» What this task involves:
Output, without alteration, the first line of the entries and each line after it, stopping with the line that contains "position:relative; width:1109px; height:528px;".
-----
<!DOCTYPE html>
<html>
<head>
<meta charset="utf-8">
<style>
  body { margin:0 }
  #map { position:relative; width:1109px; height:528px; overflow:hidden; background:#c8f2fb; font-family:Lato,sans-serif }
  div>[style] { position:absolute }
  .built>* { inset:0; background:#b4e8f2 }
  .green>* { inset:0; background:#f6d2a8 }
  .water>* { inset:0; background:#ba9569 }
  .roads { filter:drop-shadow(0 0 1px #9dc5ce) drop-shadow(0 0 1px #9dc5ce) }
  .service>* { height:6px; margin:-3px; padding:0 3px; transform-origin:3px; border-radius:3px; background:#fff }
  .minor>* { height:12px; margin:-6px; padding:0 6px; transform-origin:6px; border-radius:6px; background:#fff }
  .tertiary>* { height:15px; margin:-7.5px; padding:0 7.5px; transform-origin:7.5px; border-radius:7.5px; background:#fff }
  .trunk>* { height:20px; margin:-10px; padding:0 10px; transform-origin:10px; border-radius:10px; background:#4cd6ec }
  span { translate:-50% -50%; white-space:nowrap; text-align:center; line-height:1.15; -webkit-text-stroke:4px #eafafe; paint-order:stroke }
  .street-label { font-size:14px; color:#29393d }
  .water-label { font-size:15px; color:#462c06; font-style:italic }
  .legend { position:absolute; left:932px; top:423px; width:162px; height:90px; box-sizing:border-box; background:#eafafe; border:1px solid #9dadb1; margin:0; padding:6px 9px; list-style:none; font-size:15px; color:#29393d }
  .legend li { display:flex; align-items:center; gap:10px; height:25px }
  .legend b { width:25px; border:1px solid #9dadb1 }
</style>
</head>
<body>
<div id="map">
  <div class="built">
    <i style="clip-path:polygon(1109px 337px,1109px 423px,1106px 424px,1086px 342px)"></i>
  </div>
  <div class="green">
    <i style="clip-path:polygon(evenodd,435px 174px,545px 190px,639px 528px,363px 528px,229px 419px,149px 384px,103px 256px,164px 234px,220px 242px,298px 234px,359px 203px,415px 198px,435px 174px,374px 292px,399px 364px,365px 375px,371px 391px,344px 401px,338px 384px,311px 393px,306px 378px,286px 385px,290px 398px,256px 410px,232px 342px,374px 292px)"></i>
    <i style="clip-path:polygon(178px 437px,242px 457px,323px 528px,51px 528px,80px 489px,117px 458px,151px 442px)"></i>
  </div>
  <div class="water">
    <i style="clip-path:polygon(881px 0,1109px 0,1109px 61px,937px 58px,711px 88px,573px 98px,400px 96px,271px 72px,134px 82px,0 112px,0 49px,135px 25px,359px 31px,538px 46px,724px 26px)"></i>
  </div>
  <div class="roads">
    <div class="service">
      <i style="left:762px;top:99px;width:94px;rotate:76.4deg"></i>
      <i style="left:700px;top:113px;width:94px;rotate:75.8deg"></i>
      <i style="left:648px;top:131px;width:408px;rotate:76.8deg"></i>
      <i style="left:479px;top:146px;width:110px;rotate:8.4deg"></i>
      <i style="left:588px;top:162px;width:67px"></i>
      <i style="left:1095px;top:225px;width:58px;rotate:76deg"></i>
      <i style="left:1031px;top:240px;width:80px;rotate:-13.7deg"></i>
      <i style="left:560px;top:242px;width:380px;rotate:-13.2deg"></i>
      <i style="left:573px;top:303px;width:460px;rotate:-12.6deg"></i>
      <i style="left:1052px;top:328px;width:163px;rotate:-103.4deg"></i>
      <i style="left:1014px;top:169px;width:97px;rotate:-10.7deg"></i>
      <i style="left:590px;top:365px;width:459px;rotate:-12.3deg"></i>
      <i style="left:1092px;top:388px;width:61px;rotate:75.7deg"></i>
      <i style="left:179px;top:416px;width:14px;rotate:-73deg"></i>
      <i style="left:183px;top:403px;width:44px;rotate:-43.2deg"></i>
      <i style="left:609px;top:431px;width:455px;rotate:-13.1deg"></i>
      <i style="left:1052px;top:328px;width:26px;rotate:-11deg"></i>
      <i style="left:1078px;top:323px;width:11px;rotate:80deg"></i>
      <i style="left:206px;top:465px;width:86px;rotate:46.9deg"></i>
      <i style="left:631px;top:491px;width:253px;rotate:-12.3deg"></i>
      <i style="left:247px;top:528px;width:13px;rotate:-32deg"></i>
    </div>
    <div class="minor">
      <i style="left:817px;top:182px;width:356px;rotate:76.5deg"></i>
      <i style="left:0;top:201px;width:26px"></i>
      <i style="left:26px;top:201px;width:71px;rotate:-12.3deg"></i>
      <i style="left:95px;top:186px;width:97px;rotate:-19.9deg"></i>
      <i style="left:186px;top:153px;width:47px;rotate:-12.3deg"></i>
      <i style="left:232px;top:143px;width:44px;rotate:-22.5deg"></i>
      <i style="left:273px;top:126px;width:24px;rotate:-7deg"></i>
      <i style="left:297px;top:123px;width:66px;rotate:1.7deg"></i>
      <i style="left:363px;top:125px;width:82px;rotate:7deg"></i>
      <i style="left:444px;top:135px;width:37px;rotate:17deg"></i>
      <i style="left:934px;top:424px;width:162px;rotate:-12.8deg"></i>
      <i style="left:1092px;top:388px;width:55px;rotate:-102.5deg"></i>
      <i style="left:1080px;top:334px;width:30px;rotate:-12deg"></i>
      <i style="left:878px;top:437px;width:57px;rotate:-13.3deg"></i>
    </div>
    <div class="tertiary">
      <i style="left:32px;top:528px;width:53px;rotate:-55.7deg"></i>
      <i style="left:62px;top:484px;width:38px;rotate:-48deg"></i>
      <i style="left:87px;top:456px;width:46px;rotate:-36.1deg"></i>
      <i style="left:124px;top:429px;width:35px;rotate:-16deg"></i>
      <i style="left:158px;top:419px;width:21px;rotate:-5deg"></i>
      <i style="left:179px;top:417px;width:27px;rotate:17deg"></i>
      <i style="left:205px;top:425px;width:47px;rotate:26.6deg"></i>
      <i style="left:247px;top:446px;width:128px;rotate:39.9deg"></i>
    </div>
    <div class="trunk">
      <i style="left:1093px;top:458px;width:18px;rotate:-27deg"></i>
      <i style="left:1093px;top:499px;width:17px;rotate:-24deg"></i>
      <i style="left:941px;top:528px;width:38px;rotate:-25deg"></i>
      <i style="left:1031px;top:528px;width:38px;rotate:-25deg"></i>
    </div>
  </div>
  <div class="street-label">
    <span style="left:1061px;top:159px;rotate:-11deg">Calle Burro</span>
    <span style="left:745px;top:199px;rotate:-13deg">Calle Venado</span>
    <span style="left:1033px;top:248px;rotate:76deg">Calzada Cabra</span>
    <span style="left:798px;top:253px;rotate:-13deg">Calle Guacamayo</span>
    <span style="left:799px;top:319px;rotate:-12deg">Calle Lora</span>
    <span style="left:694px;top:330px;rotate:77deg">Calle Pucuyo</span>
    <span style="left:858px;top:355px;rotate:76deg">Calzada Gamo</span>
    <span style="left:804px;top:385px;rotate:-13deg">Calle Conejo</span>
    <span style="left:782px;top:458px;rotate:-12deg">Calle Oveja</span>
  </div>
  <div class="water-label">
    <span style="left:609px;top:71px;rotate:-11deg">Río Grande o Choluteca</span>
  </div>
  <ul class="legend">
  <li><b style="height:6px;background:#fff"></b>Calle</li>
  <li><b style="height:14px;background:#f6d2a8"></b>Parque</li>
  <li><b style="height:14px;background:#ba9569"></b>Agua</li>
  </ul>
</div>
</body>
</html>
-----
» Solved exercise:
<!DOCTYPE html>
<html>
<head>
<meta charset="utf-8">
<style>
  body { margin:0 }
  #map { position:relative; width:1109px; height:528px; overflow:hidden; background:#c8f2fb; font-family:Lato,sans-serif }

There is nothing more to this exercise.